**Exercise details:**
In how many lines of the data below does the word "linear" appear? Reply with the number and nothing more.

--- Given records Enclosed Below ---

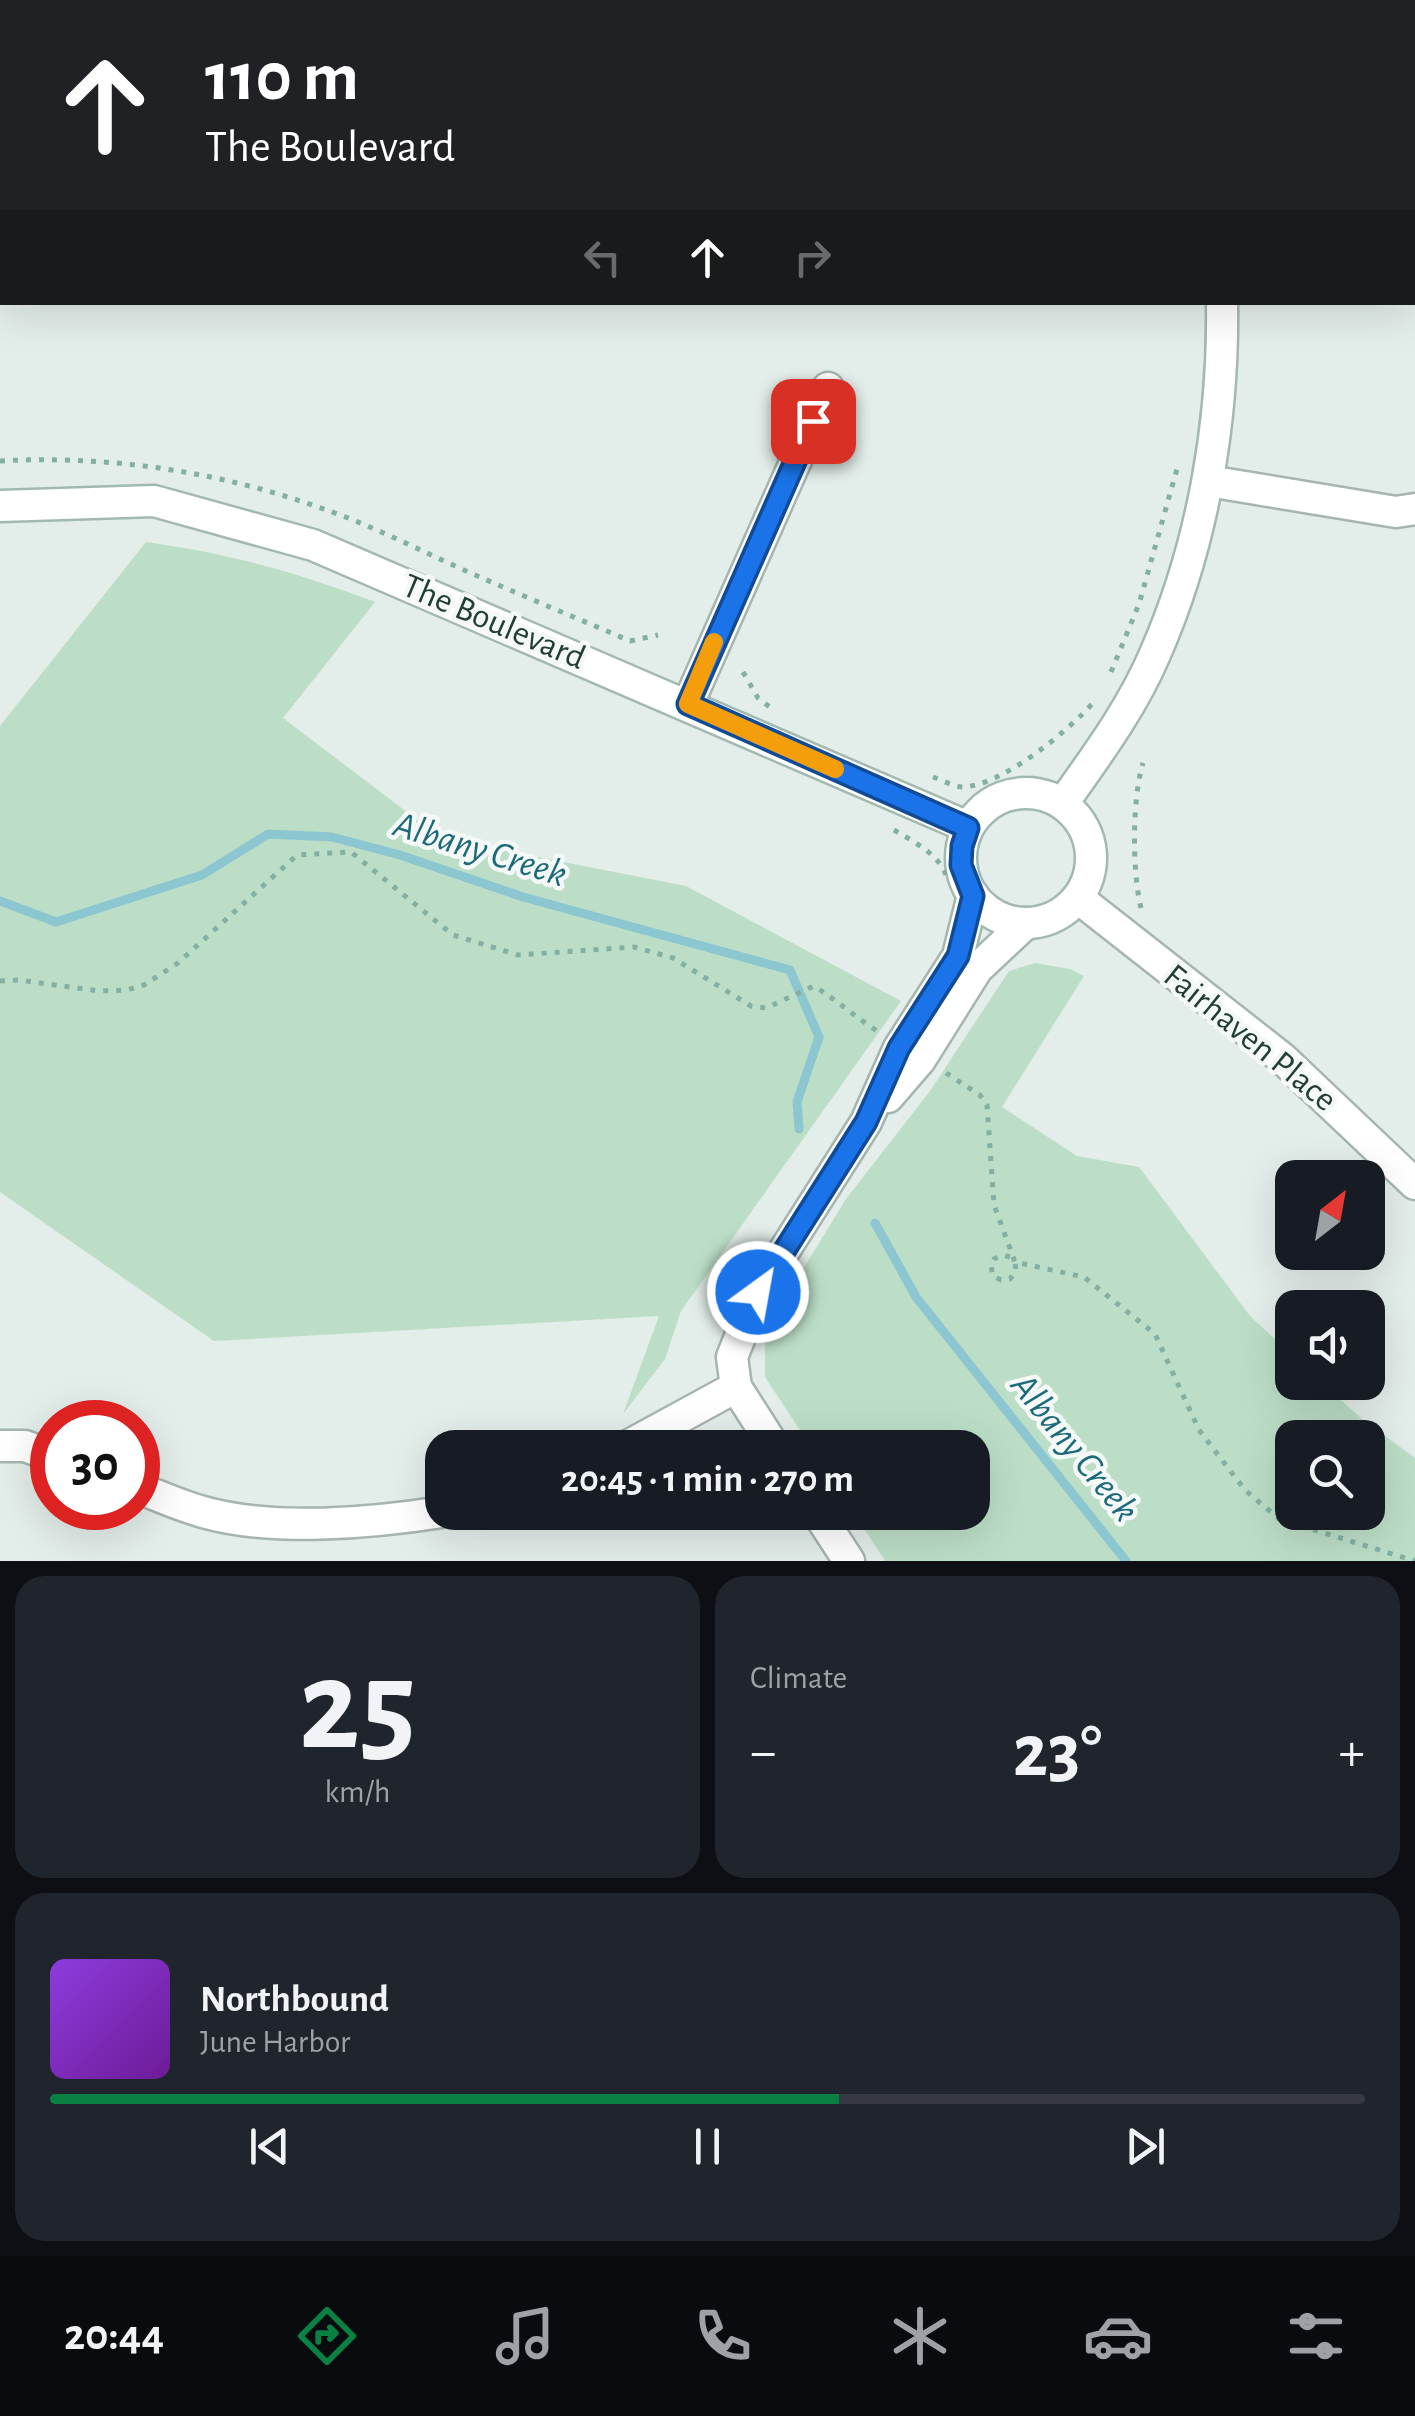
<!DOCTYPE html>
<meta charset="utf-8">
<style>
:root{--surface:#171b24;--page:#20242c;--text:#f1f3f6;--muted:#9ea1a6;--line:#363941;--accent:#0b8043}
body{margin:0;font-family:"Alegreya Sans",sans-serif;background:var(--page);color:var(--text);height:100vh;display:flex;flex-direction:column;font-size:38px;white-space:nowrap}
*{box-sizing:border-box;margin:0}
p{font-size:32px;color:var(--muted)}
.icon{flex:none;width:55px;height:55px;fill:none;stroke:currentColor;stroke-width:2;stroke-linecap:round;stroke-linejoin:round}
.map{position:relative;height:1561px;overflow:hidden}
.details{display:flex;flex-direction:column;gap:15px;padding:15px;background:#0d0f14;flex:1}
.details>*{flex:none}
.top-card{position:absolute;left:0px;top:0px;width:1415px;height:305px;box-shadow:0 10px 40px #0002;background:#202124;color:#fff;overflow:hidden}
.needle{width:65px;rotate:31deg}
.tools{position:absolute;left:1275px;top:1160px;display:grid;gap:20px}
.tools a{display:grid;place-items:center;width:110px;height:110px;border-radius:20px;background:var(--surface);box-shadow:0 10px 40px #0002;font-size:50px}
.speed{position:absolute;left:30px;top:1400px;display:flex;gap:20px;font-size:50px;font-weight:700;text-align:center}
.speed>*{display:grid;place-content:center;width:130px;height:130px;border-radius:50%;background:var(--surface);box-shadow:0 10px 40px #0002;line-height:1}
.speed .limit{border:15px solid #d22;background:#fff;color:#111}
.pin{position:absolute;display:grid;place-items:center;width:85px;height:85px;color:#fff;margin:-42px;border-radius:20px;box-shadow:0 5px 15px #0006}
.me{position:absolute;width:110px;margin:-55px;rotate:32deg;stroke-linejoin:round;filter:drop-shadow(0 0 8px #0008)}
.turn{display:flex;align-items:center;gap:35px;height:210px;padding:0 40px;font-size:45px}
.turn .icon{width:130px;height:130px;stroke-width:2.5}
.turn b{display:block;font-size:70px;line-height:85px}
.lanes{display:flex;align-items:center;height:95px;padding:0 40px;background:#0003;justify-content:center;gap:50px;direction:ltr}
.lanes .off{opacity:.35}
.big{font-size:75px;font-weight:700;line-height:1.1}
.details .widget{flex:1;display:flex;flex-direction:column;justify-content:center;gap:15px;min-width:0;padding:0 35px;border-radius:30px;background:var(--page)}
.details .dial{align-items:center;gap:0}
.dial b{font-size:130px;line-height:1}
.song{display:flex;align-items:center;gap:30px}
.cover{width:120px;height:120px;border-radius:15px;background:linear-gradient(135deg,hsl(270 70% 55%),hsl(280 70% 35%))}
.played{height:10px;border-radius:5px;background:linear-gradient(90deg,var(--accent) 60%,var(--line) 60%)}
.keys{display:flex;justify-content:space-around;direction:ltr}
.heat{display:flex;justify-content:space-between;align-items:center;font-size:55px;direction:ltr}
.details .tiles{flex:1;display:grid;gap:15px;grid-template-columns:1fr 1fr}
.widget:last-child{grid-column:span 2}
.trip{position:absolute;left:425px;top:1430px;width:565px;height:100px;border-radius:30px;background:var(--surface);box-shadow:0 10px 40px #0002;font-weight:700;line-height:100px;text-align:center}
.tab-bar{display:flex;height:160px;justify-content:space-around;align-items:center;background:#090b0e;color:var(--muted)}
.tab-bar .icon{width:70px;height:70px}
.tab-bar .selected{color:var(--accent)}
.tab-bar b{font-size:45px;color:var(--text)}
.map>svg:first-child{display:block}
.green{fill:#bcdec6;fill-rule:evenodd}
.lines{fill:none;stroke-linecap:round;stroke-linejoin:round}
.stream{stroke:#8cc6d1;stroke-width:9}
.street-casing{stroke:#a6b5b0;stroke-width:35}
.secondary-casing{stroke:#a2b9b1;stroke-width:35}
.path{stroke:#84b0a3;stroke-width:5;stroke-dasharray:5 8;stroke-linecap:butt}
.street{stroke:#fff;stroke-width:30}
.secondary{stroke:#fff;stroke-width:30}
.route-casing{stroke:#114b97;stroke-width:25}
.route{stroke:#1a73e8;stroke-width:18}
.slow{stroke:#f59e0b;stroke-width:18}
.labels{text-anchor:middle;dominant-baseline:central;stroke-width:9;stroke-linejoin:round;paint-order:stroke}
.street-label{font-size:35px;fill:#233e37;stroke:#f4f9f7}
.water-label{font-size:38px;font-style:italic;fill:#1d6a7a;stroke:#f4f9f7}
</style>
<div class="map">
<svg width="1415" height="1561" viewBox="0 0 1415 1561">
<rect width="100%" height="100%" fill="#e3ede9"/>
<!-- green -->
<g class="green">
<path d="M146,542C231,554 295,572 375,602L283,718L441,838L686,886L901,1001L681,1311L665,1359L623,1414L659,1316L214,1341L0,1192V726Z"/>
<path d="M1035,963L1070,969L1084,976L1002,1107L1077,1156L1139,1167L1250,1316L1292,1355V1382L1322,1383L1362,1419L1415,1458V1561H885L854,1513L972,1512V1448L811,1447L765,1377V1339L789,1292L846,1199L930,1091L1009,971ZM1292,1438H1368V1512H1292Z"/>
</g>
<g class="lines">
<!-- stream -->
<g class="stream">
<polyline points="0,901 56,922 202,875 268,834 332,837 400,855 523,897 790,970 819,1037 797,1102 799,1129"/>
<polyline points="875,1223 916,1297 1126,1561"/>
</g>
<!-- street casing -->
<g class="street-casing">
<g id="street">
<polyline points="35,0 40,2"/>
<polyline points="302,2 304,0"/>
<polyline points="0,30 2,26"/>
<polyline points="1412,135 1415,134"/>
<polyline points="1208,481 1396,512 1415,509"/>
<polyline points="688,704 828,388"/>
<polyline points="1078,898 1282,1058 1415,1184"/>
<polyline points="888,1097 920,1060 977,969 1026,923"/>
<polyline points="0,1446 25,1446 52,1456"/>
<polyline points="624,1448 736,1387"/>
<polyline points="775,1448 736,1387 732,1357 758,1292 866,1122 899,1048 958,956 973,895"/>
<path d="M138,1488C159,1496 181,1506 203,1512C273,1532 372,1523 442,1512"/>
<polyline points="817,1512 849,1561"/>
</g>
</g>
<!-- secondary casing -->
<g class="secondary-casing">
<g id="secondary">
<polyline points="1162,0 1163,2"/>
<polyline points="0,506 154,501 313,545 968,827"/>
<circle cx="1026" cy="858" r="65"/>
<path d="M1063,803C1097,755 1132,708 1155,654C1203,545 1224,420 1222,302"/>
</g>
</g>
<!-- path -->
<g class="path">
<polyline points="352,0 355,2"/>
<polyline points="1126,0 1127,2"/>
<path d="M0,461C105,455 216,471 315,506C364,522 409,545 455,566C513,592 572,616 630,641L658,635"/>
<polyline points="743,672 758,698 771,708"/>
<polyline points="1111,672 1139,604 1177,469"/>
<path d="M933,777C942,780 954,787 963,787C1003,785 1067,732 1093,703"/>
<path d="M894,830C916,843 943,856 948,882"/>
<path d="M1141,908C1132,871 1132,799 1143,763"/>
<path d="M0,981L19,980L99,991L127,990L144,985L178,963L297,855L351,852L453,935L518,955L634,947L673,958L751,1006L766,1008L814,986C838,1001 856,1018 879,1032"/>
<polyline points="946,1073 980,1095 987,1105 994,1205 1015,1262 1084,1277 1155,1334 1199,1430 1245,1490 1279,1519 1415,1561"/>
<polyline points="1010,1257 1003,1255 994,1259 991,1266 993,1276 1001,1280 1010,1279 1016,1271 1015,1262"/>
</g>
<!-- street -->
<use href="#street" class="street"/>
<!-- secondary -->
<use href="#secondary" class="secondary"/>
</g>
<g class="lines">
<!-- route casing -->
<g class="route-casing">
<polyline id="route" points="758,1292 866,1122 899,1048 958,956 973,896 961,865 962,846 968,828 688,704 813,421"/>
</g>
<!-- route -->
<use href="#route" class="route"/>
<!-- slow -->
<polyline class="slow" points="714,642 688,704 835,769"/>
</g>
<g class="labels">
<!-- street labels -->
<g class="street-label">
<text transform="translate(494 622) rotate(23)">The Boulevard</text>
<text transform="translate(1250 1038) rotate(39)">Fairhaven Place</text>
</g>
<!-- water labels -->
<g class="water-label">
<text transform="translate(480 850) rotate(17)">Albany Creek</text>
<text transform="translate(1074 1448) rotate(51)">Albany Creek</text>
</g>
</g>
</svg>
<div class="tools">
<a><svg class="needle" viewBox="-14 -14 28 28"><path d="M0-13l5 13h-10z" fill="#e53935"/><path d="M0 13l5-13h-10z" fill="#9ea1a6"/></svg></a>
<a><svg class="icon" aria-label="sound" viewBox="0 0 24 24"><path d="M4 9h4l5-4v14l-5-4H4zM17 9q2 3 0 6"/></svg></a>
<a><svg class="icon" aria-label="search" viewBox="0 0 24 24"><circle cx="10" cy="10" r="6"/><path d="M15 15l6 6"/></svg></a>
</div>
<div class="speed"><div class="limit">30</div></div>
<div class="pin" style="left:813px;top:421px;background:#d93025"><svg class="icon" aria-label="arrive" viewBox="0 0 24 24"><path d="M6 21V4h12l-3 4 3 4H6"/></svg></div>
<svg class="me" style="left:758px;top:1292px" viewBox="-20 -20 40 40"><circle r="17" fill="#1a73e8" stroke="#fff" stroke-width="3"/><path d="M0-11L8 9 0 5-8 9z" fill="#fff"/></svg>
<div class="trip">20:45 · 1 min · 270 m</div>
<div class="top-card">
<div class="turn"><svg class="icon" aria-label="ahead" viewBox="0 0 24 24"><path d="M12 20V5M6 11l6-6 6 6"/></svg><div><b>110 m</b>The Boulevard</div></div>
<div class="lanes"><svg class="icon off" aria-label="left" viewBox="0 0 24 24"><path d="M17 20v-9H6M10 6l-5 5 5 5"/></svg><svg class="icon" aria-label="ahead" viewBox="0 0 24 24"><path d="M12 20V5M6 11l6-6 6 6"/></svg><svg class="icon off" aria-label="right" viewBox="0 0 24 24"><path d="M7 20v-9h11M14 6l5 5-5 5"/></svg></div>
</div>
</div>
<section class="details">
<div class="tiles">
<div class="widget dial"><b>25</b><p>km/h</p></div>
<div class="widget"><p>Climate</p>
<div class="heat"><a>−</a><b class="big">23°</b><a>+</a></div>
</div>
<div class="widget">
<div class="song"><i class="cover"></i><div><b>Northbound</b><p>June Harbor</p></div></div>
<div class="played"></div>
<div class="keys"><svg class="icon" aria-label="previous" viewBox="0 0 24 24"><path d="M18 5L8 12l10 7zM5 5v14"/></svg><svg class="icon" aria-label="pause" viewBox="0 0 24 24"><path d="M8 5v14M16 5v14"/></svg><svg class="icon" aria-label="next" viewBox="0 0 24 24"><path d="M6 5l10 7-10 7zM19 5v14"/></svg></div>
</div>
</div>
</section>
<nav class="tab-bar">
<b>20:44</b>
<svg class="icon selected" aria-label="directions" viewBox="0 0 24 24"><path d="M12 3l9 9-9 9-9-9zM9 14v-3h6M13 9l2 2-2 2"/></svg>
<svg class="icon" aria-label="music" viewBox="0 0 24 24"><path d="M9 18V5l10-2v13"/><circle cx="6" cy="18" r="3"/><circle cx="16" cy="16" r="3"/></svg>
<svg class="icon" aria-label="phone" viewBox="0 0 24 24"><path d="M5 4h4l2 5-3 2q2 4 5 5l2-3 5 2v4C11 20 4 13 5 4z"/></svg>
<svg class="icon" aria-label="climate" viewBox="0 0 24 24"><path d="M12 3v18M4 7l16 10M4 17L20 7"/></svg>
<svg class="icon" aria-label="car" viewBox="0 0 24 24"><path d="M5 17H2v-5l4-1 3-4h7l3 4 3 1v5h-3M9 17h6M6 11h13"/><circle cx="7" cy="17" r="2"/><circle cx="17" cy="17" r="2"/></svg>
<svg class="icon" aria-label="filters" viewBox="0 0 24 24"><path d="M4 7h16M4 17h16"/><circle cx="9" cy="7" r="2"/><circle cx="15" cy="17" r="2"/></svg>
</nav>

--- End of Enclosed Given records ---

**Exercise response:**
2